Au premier abord, j’ai été déçue par la couverture, que je trouve trop colorée, trop joyeuse, et pas du tout représentative des thèmes abordés. Un libraire qui recevrait cette anthologie sans en avoir parcouru les textes pourrait être tenté de la vendre en rayon « jeunesse »… ce qui n’est pas du tout sa place. Sa place est davantage en fantastique, en thriller, en frissons en tous genres.

 

Le contenu, lui, est d'une grande qualité. Chaque auteur a bien évidemment sa personnalité, sa voix propre.

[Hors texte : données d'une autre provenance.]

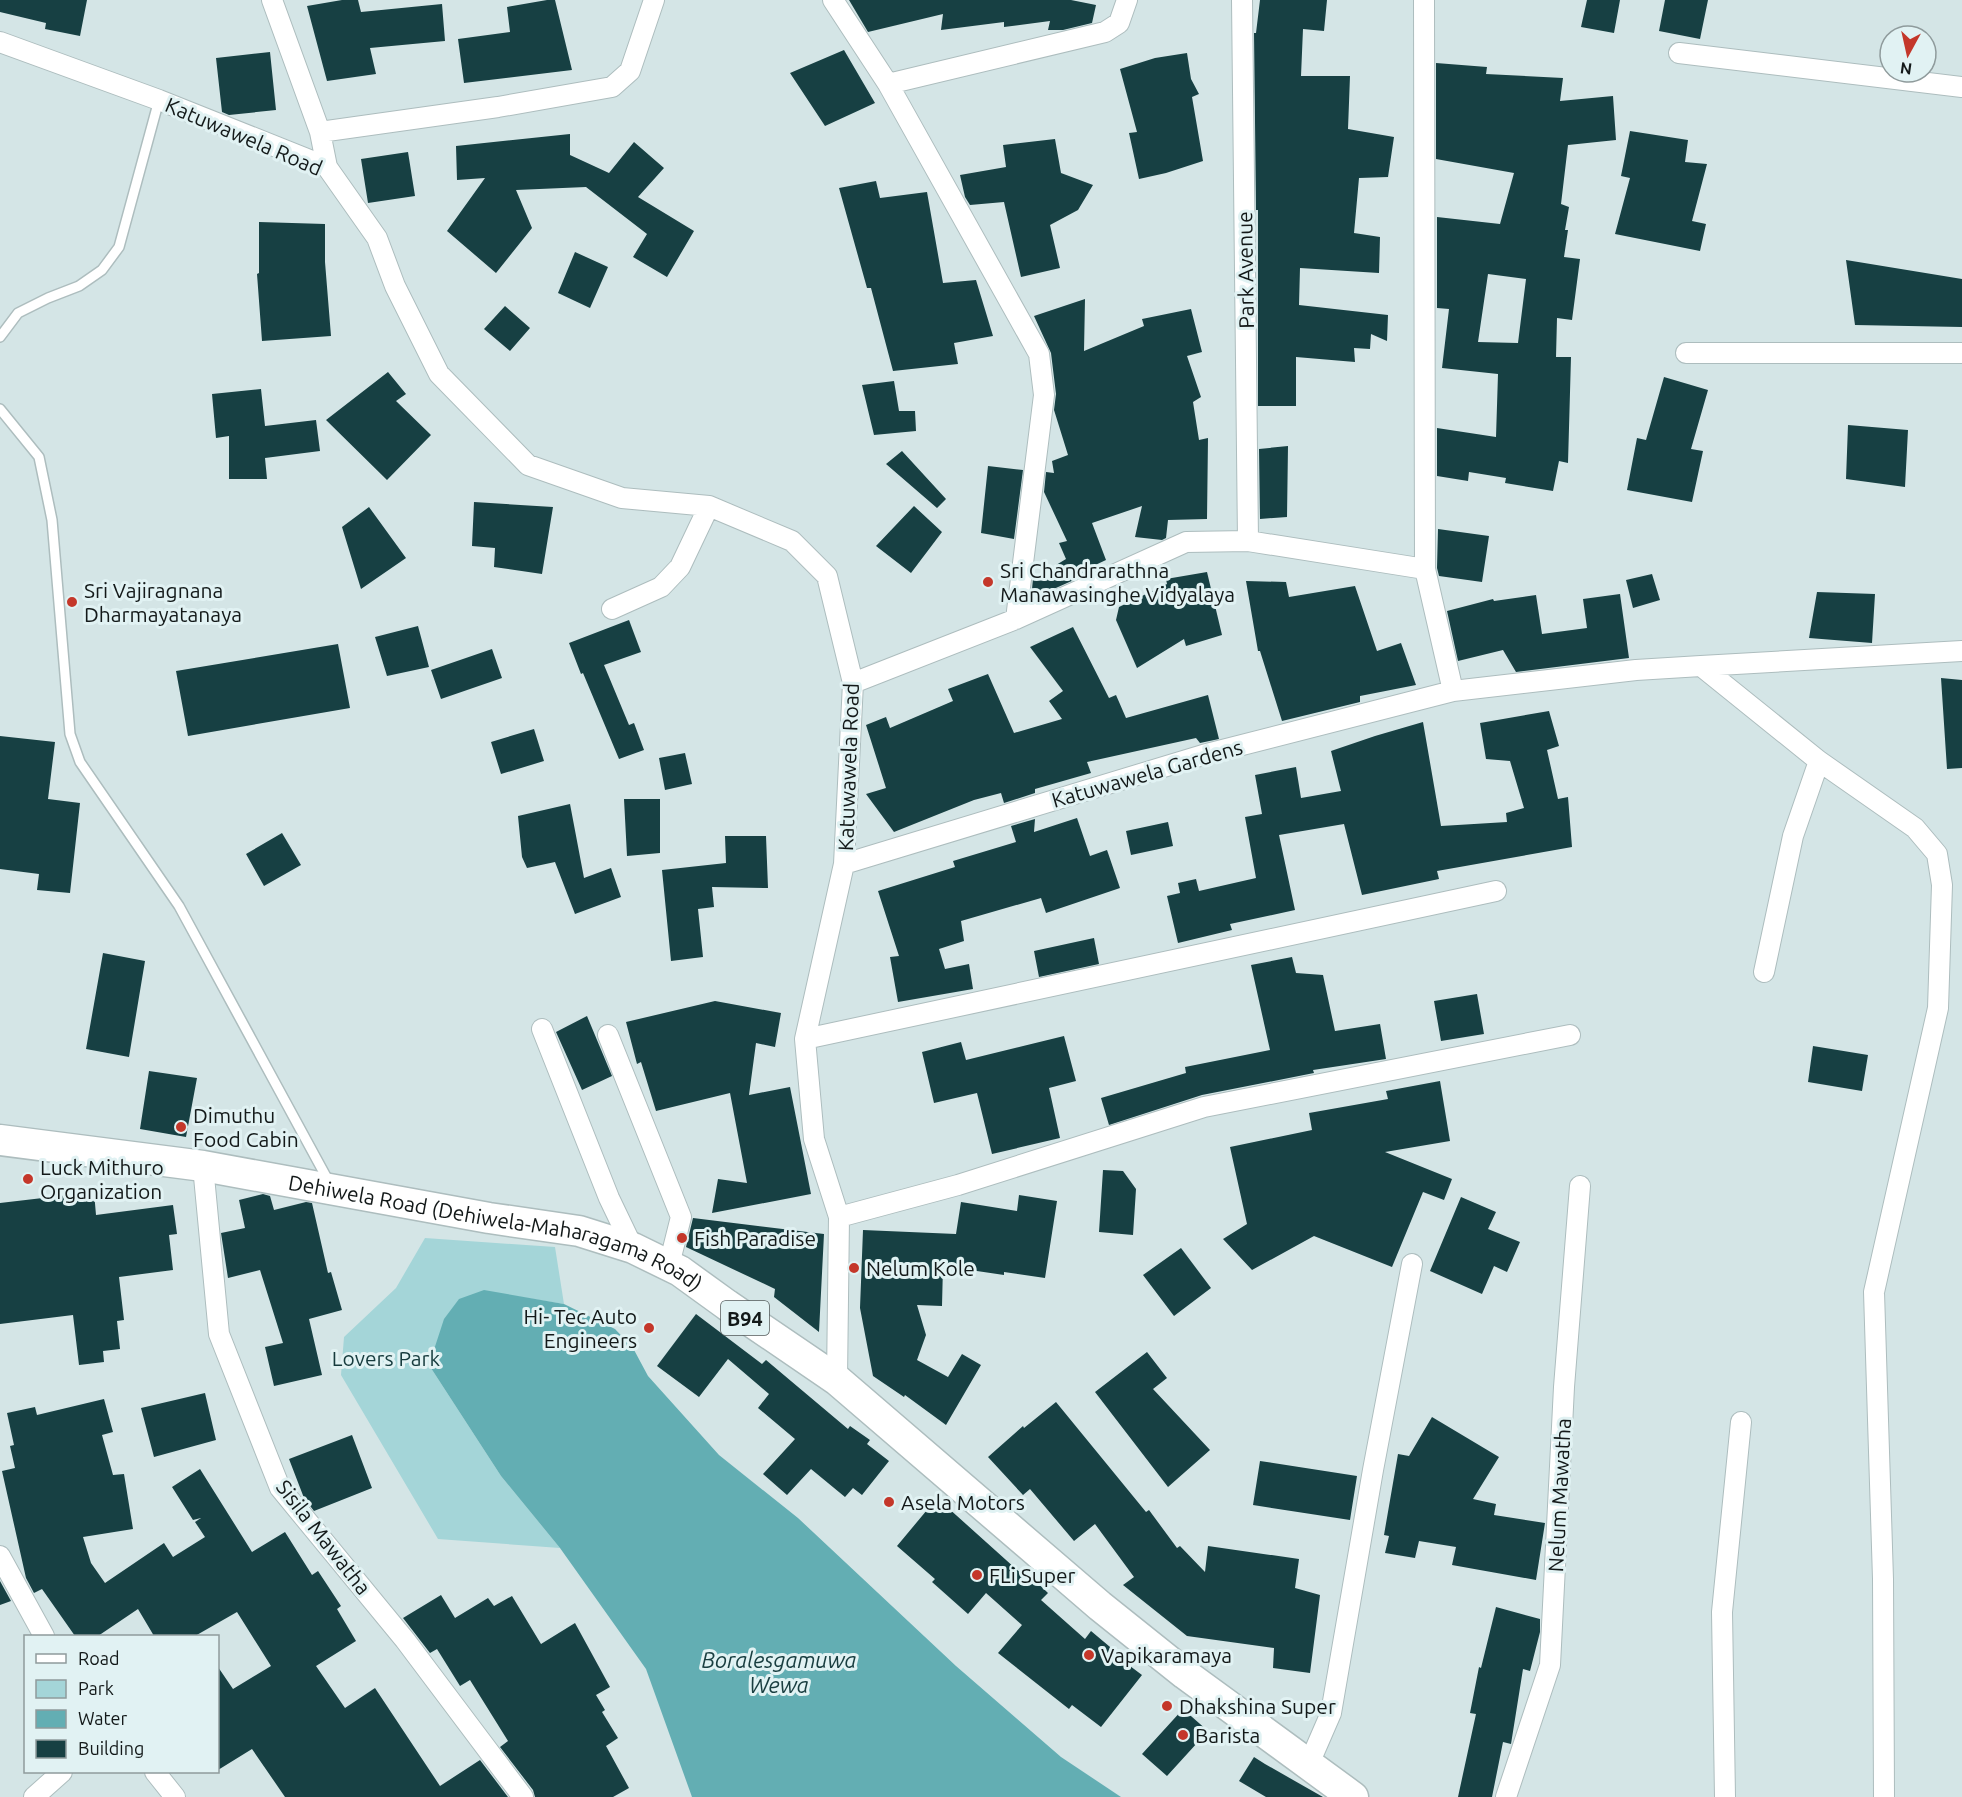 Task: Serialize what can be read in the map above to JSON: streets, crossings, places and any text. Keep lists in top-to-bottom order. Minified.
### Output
{"streets":{"main road":["Dehiwela Road (Dehiwela-Maharagama Road)","B94"],"street":["Katuwawela Road","Park Avenue","Katuwawela Gardens","Nelum Mawatha","Sisila Mawatha"]},"crossings":[["Katuwawela Road","Katuwawela Gardens"],["Katuwawela Road","Dehiwela Road (Dehiwela-Maharagama Road)"],["Dehiwela Road (Dehiwela-Maharagama Road)","Sisila Mawatha"]],"water":["Boralesgamuwa Wewa"],"parks":["Lovers Park"],"places":["Sri Chandrarathna Manawasinghe Vidyalaya","Sri Vajiragnana Dharmayatanaya","Dimuthu Food Cabin","Luck Mithuro Organization","Fish Paradise","Nelum Kole","Hi- Tec Auto Engineers","Asela Motors","FLi Super","Vapikaramaya","Dhakshina Super","Barista"],"legend":["Road","Park","Water","Building"],"north":"bottom"} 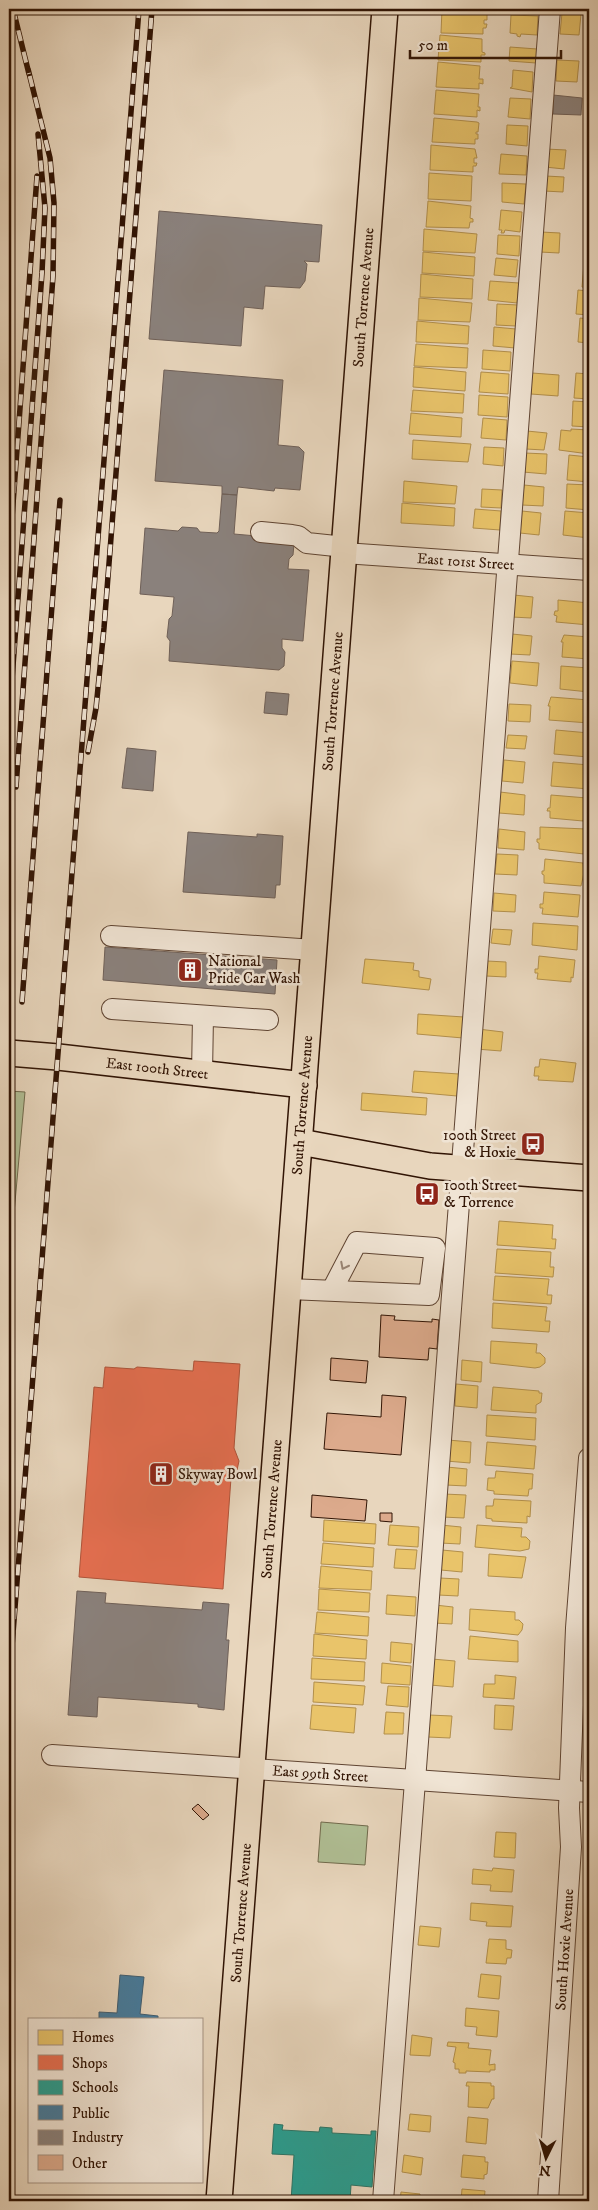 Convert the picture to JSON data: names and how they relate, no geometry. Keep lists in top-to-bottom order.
{
  "streets": {
    "main road": ["South Torrence Avenue", "East 100th Street"],
    "street": ["East 101st Street", "East 99th Street", "South Hoxie Avenue"]
  },
  "crossings": [
    ["South Torrence Avenue", "East 101st Street"],
    ["South Torrence Avenue", "East 100th Street"],
    ["South Torrence Avenue", "East 99th Street"],
    ["East 99th Street", "South Hoxie Avenue"]
  ],
  "places": {
    "building": ["National Pride Car Wash", "Skyway Bowl"],
    "bus stop": ["100th Street & Hoxie", "100th Street & Torrence"]
  },
  "legend": [
    "Homes",
    "Shops",
    "Schools",
    "Public",
    "Industry",
    "Other"
  ],
  "scale_bar": "50 m",
  "north": "bottom"
} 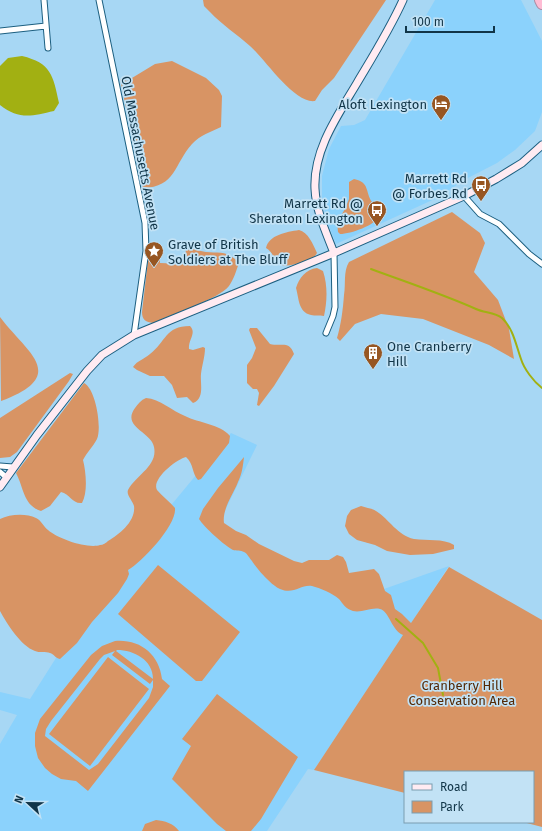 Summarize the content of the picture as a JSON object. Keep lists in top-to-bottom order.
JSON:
{
  "streets": {
    "street": ["Old Massachusetts Avenue"]
  },
  "parks": ["Cranberry Hill Conservation Area"],
  "places": {
    "hotel": ["Aloft Lexington"],
    "bus stop": ["Marrett Rd @ Forbes Rd", "Marrett Rd @ Sheraton Lexington"],
    "place": ["Grave of British Soldiers at The Bluff"],
    "building": ["One Cranberry Hill"]
  },
  "legend": ["Road", "Park"],
  "scale_bar": "100 m",
  "north": "left"
} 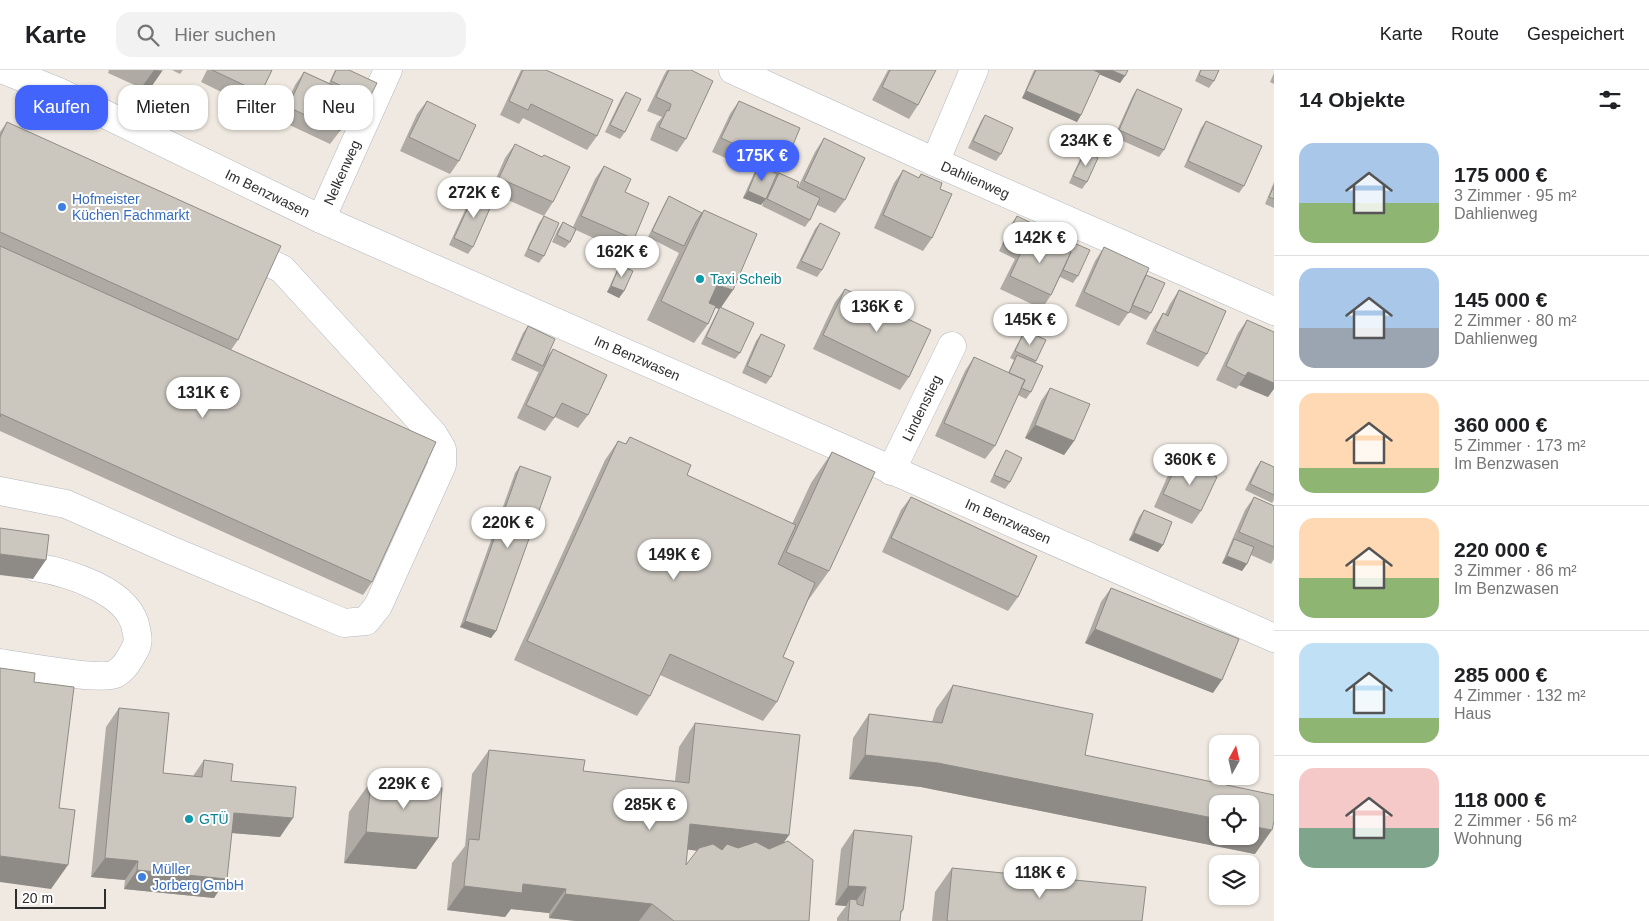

Tous ont réussi à mêler subtilement le fantastique au réel, à utiliser des éléments de l’histoire et des mythes de l’Amérique du nord de façon à nous les rendre familiers. Certains thèmes sont récurrents, comme si notre imaginaire d’enfants du Vieux Monde utilisait le Nouveau Monde comme miroir déformant, comme une excuse pour réfléchir nos défauts, et comme moyen de hurler notre culpabilité de vilains enfants de la Terre Mère. Toutefois, on laisse côté la tendance « moralisatrice » et on se laisse entraîner dans la beauté des paysages, la justesse de ces histoires qui font vibrer une fibre en nous qu'on pensait oubliée.

 

Un très beau voyage dans les terres et les rêves de l’Amérique du Nord. Après l’extraordinaire Flammagories, c’est encore une superbe anthologie qu’Argemmios nous propose. Je laisse le mot de la fin à Jacques Fuentealba :

« Ils peuvent voler les terres des vivants, mais ils n’arriveront jamais à prendre la terre des ancêtres, tant que nous nous souviendrons d’eux. »

 

 

Informations complémentaires

Chants de totems, anthologie dirigée par Nathalie Dau et Hélène Pedot

Illustration de couverture : Fabien Fernandez

Editions Argemmios 

Date de parution : 12 avril 2012

Collection : Périples Mythologiques

ISBN : 978-2-919049-05-9 – ISSN : 2100-4293

Prix public : 20 €

384 pages – format 14 x 20 x 2,765 cm

Cristophe 05/11/2012 09:46

Effectivement la couverture ne donne pas envie. En voyant cette couverture, je m'attends à une vision "carte postale" des amérindiens fantasmée par des non-amérindiens.

A l'ombre des nénuphars 05/11/2012 11:16



Il y a parfois un peu de ça... mais pas que. On découvre dans ces textes certains rites particulièrement cruels (brrrrrrr).